Lädt...

🔧 Go Web Scraper: Build and Optimize HTML Parsers


Nachrichtenbereich: 🔧 Programmierung
🔗 Quelle: dev.to

Image description

Leapcell: The Next-Gen Serverless Platform for Web Hosting

Installation and Usage of Goquery

Installation

Execute:

go get github.com/PuerkitoBio/goquery

Import

import "github.com/PuerkitoBio/goquery"

Load the Page

Take the IMDb Popular Movies page as an example:

package main

import (
    "fmt"
    "log"
    "net/http"

    "github.com/PuerkitoBio/goquery"
)

func main() {
    res, err := http.Get("https://www.imdb.com/chart/moviemeter/")
    if err != nil {
        log.Fatal(err)
    }
    defer res.Body.Close()
    if res.StatusCode != 200 {
        log.Fatalf("status code error: %d %s", res.StatusCode, res.Status)
    }

Get the Document Object

    doc, err := goquery.NewDocumentFromReader(res.Body)
    if err != nil {
        log.Fatal(err)
    }
    // Other creation methods
    // doc, err := goquery.NewDocumentFromReader(reader io.Reader)
    // doc, err := goquery.NewDocument(url string)
    // doc, err := goquery.NewDocument(strings.NewReader("<p>Example content</p>"))

Select Elements

Element Selector

Select based on basic HTML elements. For example, dom.Find("p") matches all p tags. It supports chained calls:

ele.Find("h2").Find("a")

Attribute Selector

Filter elements by element attributes and values, with multiple matching methods:

Find("div[my]")        // Filter div elements with the my attribute
Find("div[my=zh]")     // Filter div elements whose my attribute is zh
Find("div[my!=zh]")    // Filter div elements whose my attribute is not equal to zh
Find("div[my|=zh]")    // Filter div elements whose my attribute is zh or starts with zh-
Find("div[my*=zh]")    // Filter div elements whose my attribute contains the string zh
Find("div[my~=zh]")    // Filter div elements whose my attribute contains the word zh
Find("div[my$=zh]")    // Filter div elements whose my attribute ends with zh
Find("div[my^=zh]")    // Filter div elements whose my attribute starts with zh

parent > child Selector

Filter the child elements under a certain element. For example, dom.Find("div>p") filters the p tags under the div tag.

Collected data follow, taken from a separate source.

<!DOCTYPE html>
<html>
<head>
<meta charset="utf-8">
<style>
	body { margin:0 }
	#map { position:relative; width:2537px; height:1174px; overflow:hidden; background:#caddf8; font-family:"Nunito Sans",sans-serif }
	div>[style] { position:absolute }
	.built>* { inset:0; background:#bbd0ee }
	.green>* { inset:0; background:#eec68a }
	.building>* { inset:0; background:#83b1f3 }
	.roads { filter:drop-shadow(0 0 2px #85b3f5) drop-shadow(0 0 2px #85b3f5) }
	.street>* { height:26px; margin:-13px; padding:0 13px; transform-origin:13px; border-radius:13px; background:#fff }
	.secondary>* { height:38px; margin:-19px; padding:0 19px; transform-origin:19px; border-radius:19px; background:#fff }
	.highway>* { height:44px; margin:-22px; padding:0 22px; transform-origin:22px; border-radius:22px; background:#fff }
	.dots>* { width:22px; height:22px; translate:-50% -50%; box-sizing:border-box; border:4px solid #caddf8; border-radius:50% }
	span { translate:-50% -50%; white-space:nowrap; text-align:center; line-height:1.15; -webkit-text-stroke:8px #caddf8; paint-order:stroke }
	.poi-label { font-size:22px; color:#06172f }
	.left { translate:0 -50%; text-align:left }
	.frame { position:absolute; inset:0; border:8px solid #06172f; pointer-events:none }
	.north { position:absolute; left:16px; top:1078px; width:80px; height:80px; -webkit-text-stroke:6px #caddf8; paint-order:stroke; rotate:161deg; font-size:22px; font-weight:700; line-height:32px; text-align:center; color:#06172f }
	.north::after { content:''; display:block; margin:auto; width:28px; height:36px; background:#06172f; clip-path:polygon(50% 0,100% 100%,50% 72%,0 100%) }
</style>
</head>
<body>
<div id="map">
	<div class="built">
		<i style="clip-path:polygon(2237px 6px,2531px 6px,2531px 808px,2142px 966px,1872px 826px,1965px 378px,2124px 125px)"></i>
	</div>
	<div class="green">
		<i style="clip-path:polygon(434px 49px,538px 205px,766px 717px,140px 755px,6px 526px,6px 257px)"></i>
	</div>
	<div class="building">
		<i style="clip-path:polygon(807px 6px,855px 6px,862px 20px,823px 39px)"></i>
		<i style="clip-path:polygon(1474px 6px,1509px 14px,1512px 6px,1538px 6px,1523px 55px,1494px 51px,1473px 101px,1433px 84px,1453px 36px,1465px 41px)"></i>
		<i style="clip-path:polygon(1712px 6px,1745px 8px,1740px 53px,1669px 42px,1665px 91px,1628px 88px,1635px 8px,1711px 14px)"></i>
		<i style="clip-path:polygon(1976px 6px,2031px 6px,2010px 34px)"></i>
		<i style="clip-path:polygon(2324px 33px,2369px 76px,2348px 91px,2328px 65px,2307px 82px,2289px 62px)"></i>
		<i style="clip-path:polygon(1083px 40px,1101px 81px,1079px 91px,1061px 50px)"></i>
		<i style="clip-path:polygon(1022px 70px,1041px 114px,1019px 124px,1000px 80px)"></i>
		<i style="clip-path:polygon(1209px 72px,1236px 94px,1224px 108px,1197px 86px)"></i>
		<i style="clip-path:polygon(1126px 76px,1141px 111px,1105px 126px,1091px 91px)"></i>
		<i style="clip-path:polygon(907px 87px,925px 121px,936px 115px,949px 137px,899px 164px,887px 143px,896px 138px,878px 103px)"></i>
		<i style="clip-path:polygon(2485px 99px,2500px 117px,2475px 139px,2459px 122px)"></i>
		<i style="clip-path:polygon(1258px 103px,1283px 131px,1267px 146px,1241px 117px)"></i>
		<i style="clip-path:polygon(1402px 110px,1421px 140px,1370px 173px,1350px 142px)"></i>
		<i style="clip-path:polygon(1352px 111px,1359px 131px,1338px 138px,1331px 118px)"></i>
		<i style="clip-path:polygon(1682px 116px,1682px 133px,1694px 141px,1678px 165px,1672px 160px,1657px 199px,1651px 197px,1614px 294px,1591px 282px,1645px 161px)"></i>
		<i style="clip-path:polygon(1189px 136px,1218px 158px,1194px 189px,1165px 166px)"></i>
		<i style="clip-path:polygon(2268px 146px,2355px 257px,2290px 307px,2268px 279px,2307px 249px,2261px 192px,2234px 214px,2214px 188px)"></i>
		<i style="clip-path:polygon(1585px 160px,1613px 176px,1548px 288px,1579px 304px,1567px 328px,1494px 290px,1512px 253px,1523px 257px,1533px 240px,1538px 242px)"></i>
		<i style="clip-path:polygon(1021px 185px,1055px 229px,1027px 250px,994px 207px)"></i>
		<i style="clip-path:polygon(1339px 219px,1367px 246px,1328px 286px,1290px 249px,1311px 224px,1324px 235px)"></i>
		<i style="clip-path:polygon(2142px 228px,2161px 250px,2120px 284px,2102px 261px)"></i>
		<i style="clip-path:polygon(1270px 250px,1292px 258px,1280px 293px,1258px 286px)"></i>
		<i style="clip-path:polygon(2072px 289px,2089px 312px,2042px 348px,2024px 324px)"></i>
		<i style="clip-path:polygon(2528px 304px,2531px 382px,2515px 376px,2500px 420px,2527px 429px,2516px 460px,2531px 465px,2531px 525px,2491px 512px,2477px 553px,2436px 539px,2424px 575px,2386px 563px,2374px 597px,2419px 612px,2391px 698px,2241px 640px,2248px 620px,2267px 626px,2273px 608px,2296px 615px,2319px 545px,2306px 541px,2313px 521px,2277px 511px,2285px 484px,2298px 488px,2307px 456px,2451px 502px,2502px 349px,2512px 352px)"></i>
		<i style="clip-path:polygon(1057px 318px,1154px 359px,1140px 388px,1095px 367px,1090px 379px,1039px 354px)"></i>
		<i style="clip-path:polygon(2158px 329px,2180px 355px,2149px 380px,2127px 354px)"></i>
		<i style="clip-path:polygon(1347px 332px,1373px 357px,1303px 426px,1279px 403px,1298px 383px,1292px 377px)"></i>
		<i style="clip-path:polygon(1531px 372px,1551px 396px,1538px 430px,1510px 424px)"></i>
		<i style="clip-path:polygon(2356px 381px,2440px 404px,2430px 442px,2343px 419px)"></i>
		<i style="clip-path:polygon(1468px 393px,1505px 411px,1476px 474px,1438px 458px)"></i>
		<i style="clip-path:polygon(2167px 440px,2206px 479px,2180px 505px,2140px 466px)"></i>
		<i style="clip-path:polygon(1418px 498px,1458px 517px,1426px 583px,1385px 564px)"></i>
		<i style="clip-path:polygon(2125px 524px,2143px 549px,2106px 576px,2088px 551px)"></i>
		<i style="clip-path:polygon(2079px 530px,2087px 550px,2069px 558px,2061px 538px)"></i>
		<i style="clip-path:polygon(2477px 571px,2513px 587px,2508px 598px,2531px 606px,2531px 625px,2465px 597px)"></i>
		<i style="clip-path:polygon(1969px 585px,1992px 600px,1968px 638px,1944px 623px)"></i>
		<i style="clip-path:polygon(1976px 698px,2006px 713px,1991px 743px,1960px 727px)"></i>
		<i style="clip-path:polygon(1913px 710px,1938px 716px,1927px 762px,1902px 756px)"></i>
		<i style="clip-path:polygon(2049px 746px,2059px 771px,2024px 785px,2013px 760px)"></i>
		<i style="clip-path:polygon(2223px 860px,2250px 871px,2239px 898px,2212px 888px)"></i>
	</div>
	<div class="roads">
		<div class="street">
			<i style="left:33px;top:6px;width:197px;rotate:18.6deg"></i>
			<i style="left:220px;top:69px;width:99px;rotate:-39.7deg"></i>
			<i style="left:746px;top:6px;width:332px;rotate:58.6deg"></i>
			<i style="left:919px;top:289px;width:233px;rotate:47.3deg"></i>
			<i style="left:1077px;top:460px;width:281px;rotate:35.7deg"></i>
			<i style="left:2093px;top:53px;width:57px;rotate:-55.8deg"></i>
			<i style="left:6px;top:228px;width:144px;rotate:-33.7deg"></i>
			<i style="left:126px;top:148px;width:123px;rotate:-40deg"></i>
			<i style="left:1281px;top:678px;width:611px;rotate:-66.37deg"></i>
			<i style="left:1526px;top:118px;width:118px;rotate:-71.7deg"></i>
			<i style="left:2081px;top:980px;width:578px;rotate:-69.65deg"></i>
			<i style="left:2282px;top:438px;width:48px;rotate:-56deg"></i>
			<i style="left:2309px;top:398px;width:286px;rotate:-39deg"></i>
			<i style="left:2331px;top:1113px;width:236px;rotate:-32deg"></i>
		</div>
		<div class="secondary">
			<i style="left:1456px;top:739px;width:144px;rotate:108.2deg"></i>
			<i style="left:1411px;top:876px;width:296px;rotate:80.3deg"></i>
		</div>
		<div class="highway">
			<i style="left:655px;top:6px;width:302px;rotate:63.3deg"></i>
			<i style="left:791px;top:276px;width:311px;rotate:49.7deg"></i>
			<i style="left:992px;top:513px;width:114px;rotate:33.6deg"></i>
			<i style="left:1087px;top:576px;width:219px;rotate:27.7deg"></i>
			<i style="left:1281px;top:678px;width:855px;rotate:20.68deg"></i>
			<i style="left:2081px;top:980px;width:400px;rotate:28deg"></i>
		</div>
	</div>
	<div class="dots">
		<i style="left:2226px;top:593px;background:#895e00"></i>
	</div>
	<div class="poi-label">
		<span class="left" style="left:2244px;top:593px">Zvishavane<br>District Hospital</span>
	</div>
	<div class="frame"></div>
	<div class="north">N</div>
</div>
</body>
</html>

element + next Adjacent Selector

Use it when the elements are irregularly selected, but the previous element has a pattern. For example, dom.Find("p[my=a]+p") filters the adjacent p tags whose my attribute value of the p tag is a.

element~next Sibling Selector

Filter the non-adjacent tags under the same parent element. For example, dom.Find("p[my=a]~p") filters the sibling p tags whose my attribute value of the p tag is a.

ID Selector

It starts with # and precisely matches the element. For example, dom.Find("#title") matches the content with id=title, and you can specify the tag dom.Find("p#title").

ele.Find("#title")

Class Selector

It starts with . and filters the elements with the specified class name. For example, dom.Find(".content1"), and you can specify the tag dom.Find("div.content1").

ele.Find(".title")

Selector OR (|) Operation

Combine multiple selectors, separated by commas. Filtering is done if any one of them is satisfied. For example, Find("div,span").

func main() {
    html := `<body>
                <div lang="zh">DIV1</div>
                <span>
                    <div>DIV5</div>
                </span>
            </body>`
    dom, err := goquery.NewDocumentFromReader(strings.NewReader(html))
    if err != nil {
        log.Fatalln(err)
    }
    dom.Find("div,span").Each(func(i int, selection *goquery.Selection) {
        fmt.Println(selection.Html())
    })
}

Filters

:contains Filter

Filter elements that contain the specified text. For example, dom.Find("p:contains(a)") filters the p tags that contain a.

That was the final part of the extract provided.